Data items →
::::::::
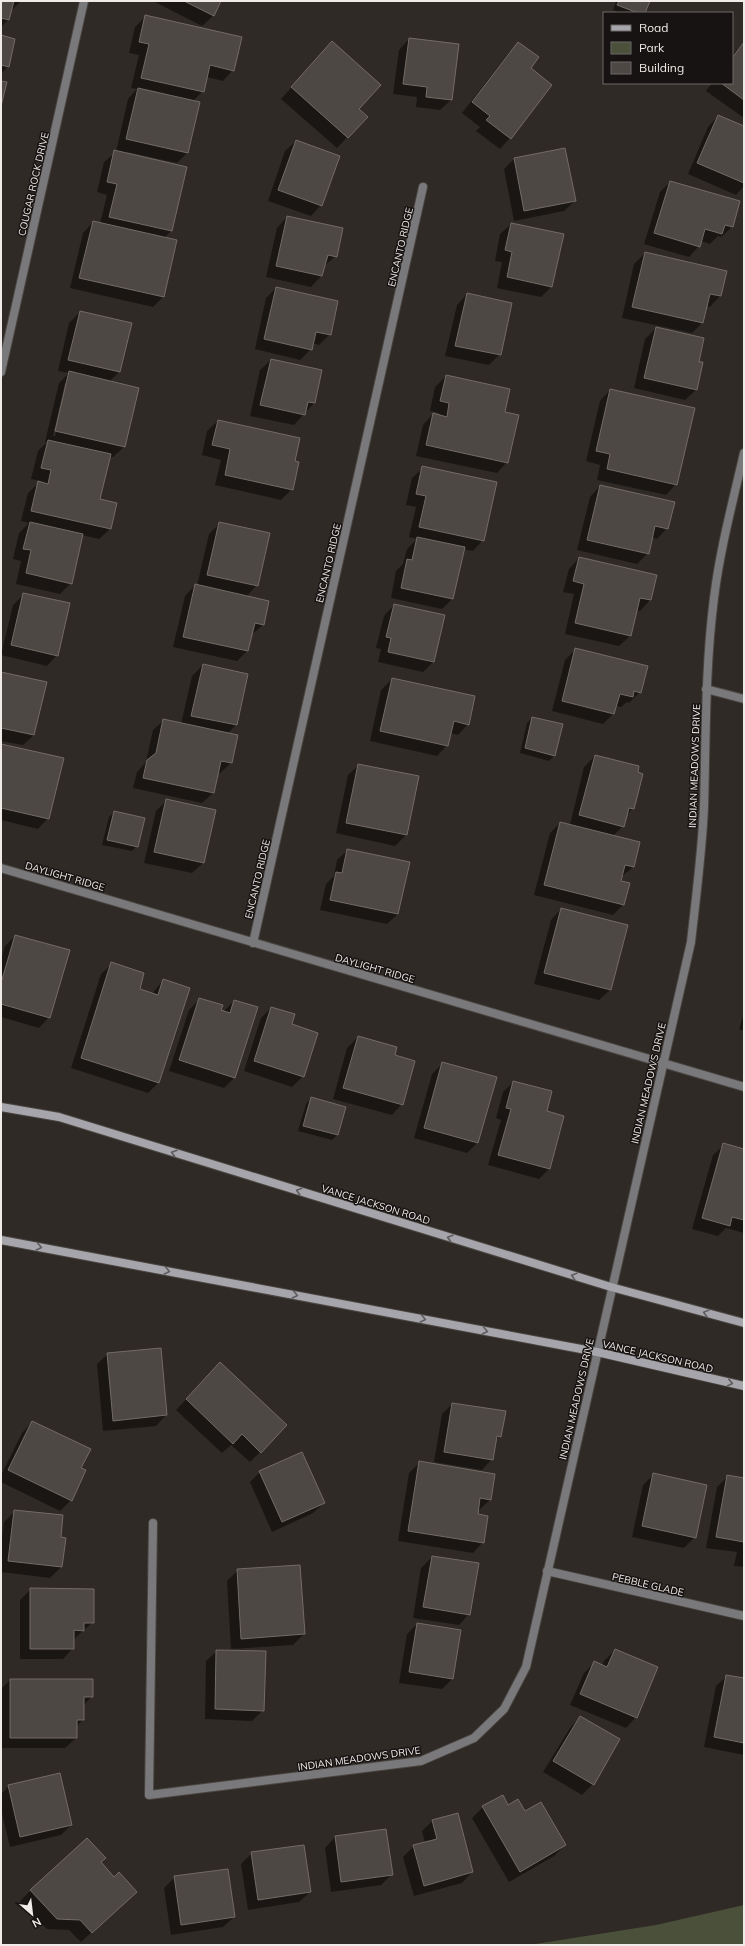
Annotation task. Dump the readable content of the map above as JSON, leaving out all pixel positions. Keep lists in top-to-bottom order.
{
  "streets": {
    "main road": ["VANCE JACKSON ROAD"],
    "street": [
      "COUGAR ROCK DRIVE",
      "ENCANTO RIDGE",
      "INDIAN MEADOWS DRIVE",
      "DAYLIGHT RIDGE",
      "PEBBLE GLADE"
    ]
  },
  "crossings": [
    ["ENCANTO RIDGE", "DAYLIGHT RIDGE"],
    ["INDIAN MEADOWS DRIVE", "DAYLIGHT RIDGE"],
    ["INDIAN MEADOWS DRIVE", "VANCE JACKSON ROAD"],
    ["INDIAN MEADOWS DRIVE", "PEBBLE GLADE"]
  ],
  "legend": ["Road", "Park", "Building"],
  "north": "bottom right"
}
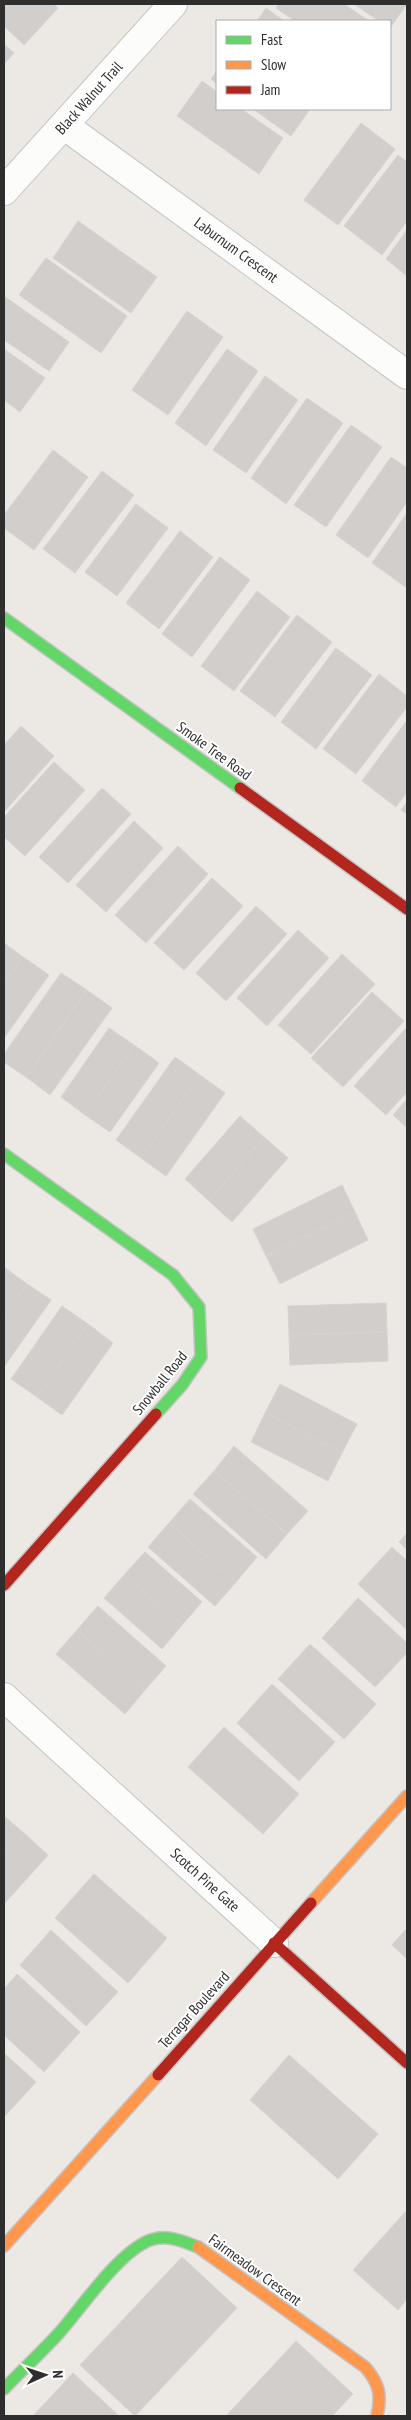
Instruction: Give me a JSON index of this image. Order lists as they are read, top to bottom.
::::::::
Assigned task → A word-for-word copy of all the records above is required, with the pictures left out.

Solution →
Annotation task. Dump the readable content of the map above as JSON, leaving out all pixel positions. Keep lists in top-to-bottom order.
{
  "streets": {
    "main road": ["VANCE JACKSON ROAD"],
    "street": [
      "COUGAR ROCK DRIVE",
      "ENCANTO RIDGE",
      "INDIAN MEADOWS DRIVE",
      "DAYLIGHT RIDGE",
      "PEBBLE GLADE"
    ]
  },
  "crossings": [
    ["ENCANTO RIDGE", "DAYLIGHT RIDGE"],
    ["INDIAN MEADOWS DRIVE", "DAYLIGHT RIDGE"],
    ["INDIAN MEADOWS DRIVE", "VANCE JACKSON ROAD"],
    ["INDIAN MEADOWS DRIVE", "PEBBLE GLADE"]
  ],
  "legend": ["Road", "Park", "Building"],
  "north": "bottom right"
}
Instruction: Give me a JSON index of this image. Order lists as they are read, top to bottom.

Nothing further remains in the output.